What kind of problems you’ll find only when you are dog fooding

time to read 4 min | 666 words

Just minutes after I posted the previous post about dog fooding and the issues this has, we run into major trouble. Actually, several issues.

The first of which was that we started to get authentication issues, but even though we upgraded the server, we didn’t change any security related configuration. So what was going on? I tried logging in from my own machine, using the same credentials as the server, and everything worked! I then tried replacing the credentials to ones I knew worked, because they were being used by another system with no issues, and that didn’t work either.

Looking in Fiddler, there were no 401 requests, either. Very strange.

This ended up being an issue of lazy requests. Basically, a lazy request is one that carry multiple requests in a single round trip for the server. We changed how we handle those internally, so they look pretty much like any other request for the code, but it appears that we also forced them to go through authorization again, and obviously that didn’t work. Once we knew what was going on, fixing this was very easy.

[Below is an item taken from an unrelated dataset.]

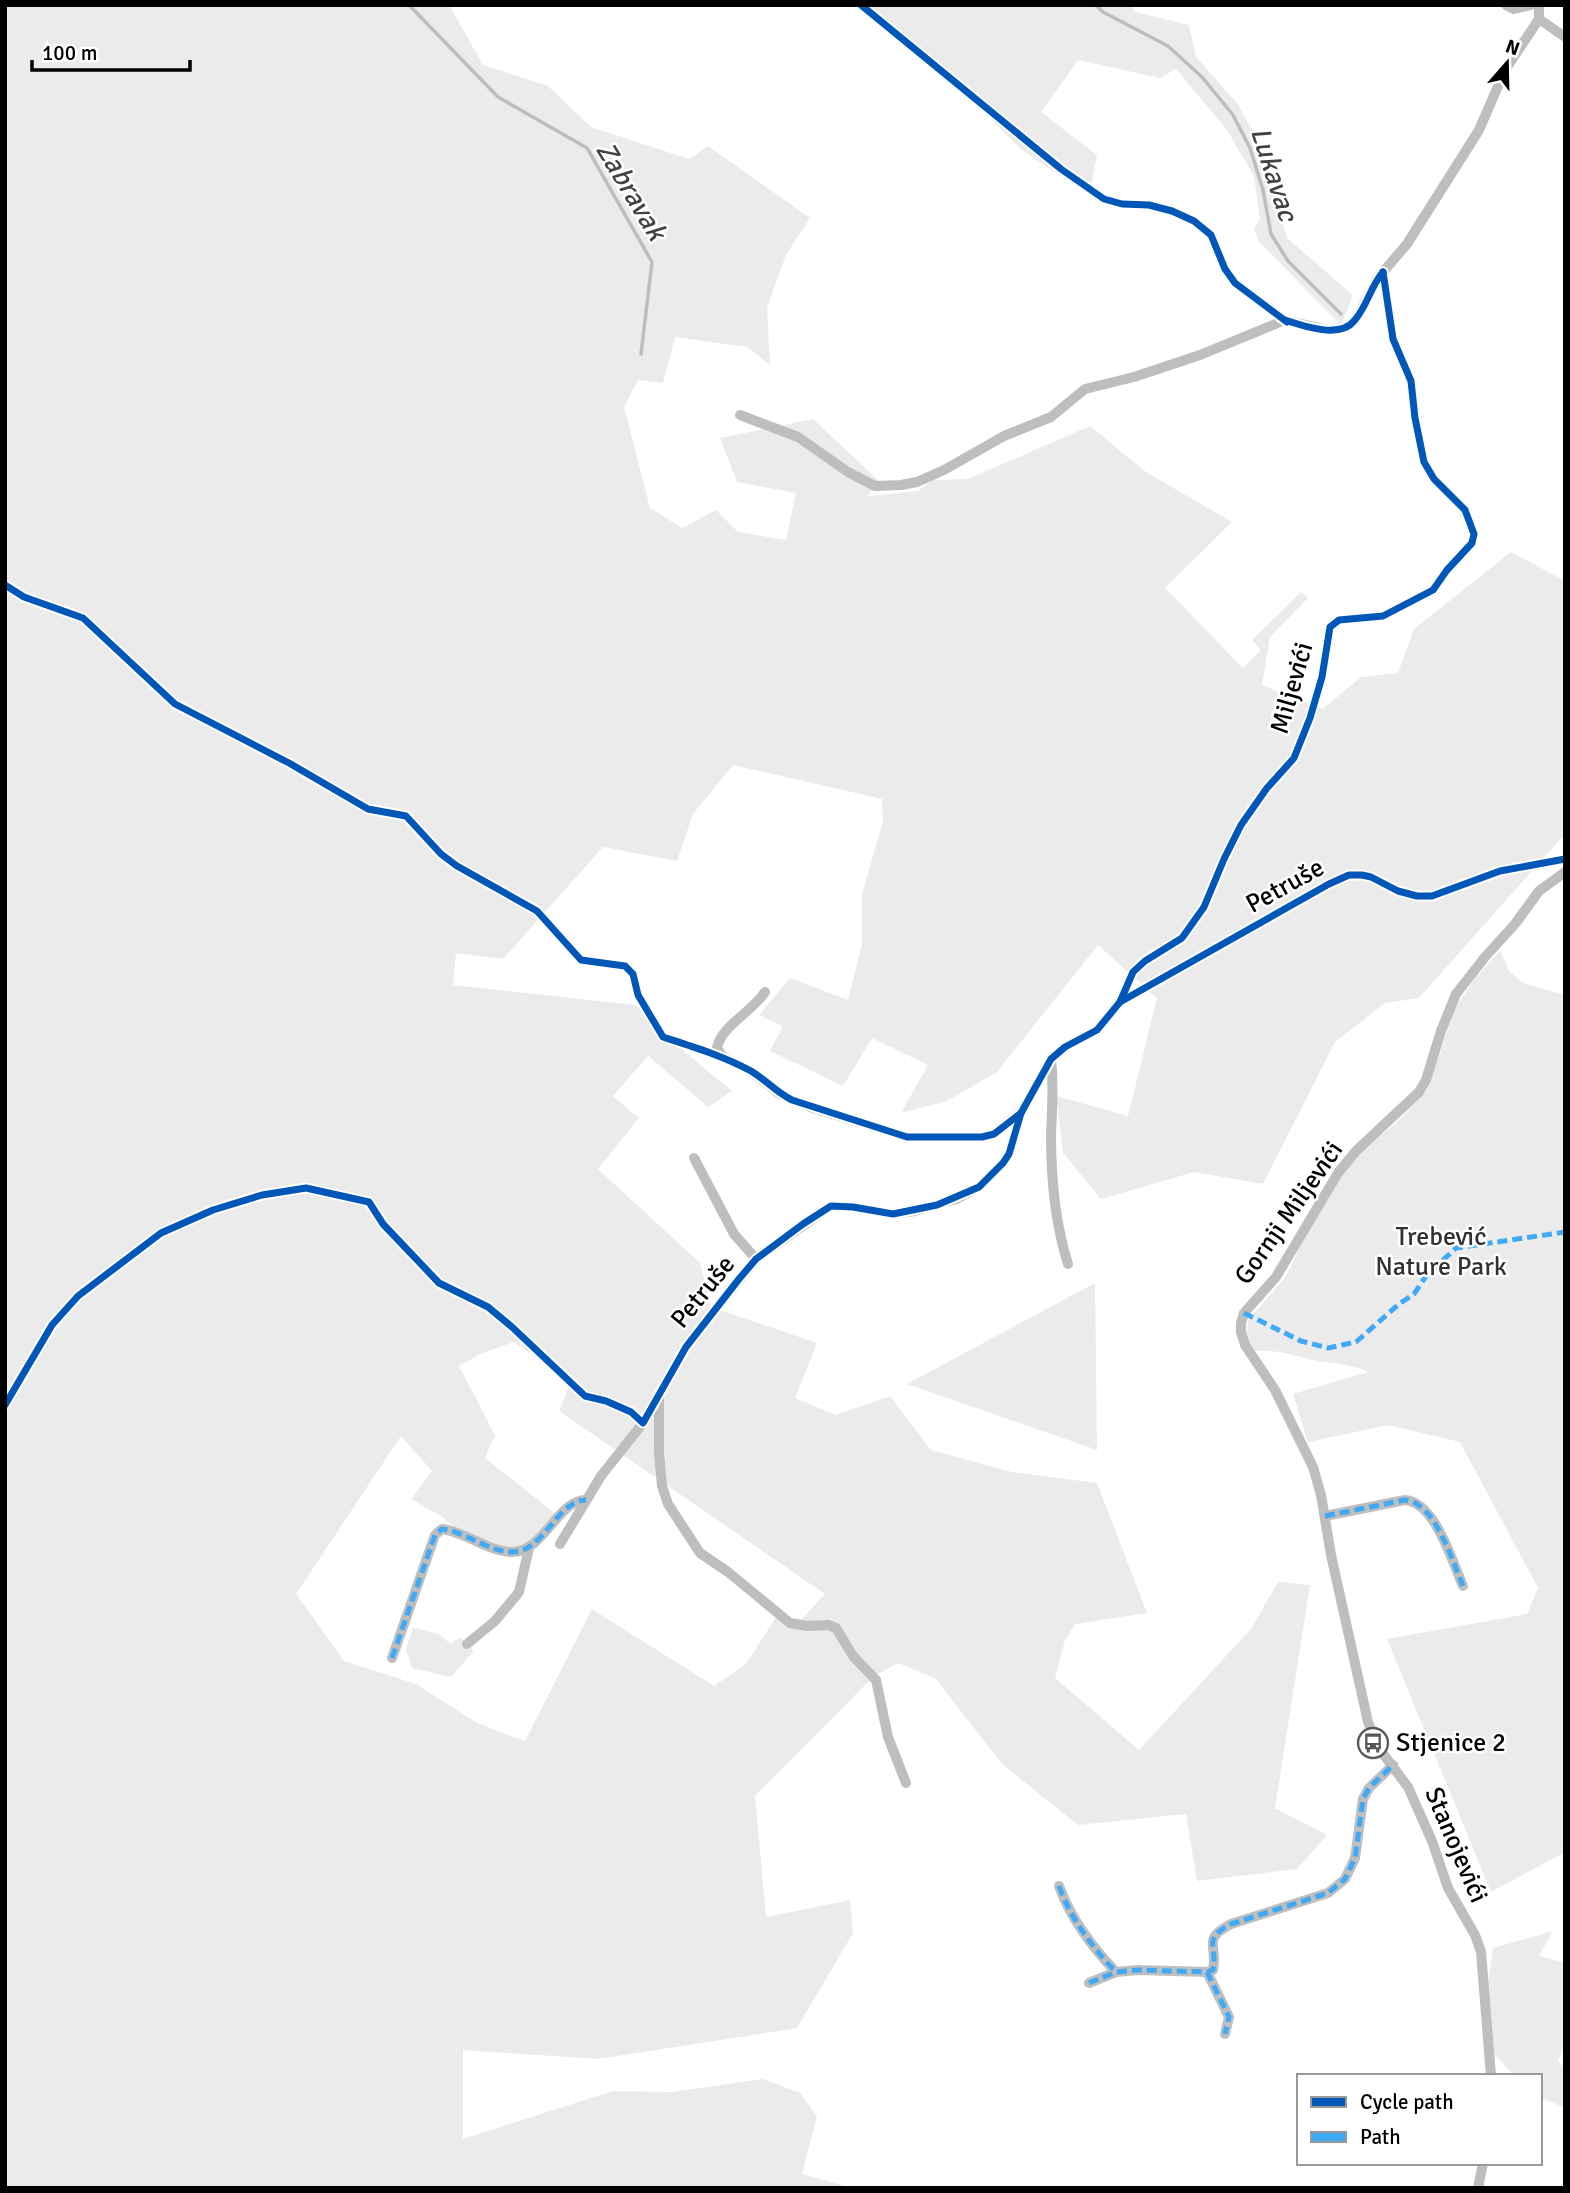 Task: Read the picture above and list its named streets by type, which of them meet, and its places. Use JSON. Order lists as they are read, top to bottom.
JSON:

The next issue was a little crazier. Some things were failing, and we weren’t sure why. We got an illegal duplicate key from somewhere, but it made no sense. What was worse, it appear to be happening in random places. It took me a while to figure out the root cause of this issue. In RavenDB 2.5, we tracked indexes using the index name. In RavenDB 3.0, we are tracking indexes using numeric ids. However, the conversion process between 2.5 to 3.0 didn’t take that into account, and while it gave the existing indexes ids, it didn’t set the next index id to the correct value.  When we would try to create a new index, it would generate an index id that was already existing, and that failed.  The error could crop up when you run a dynamic query that had to create a new index, so that was kind of funky.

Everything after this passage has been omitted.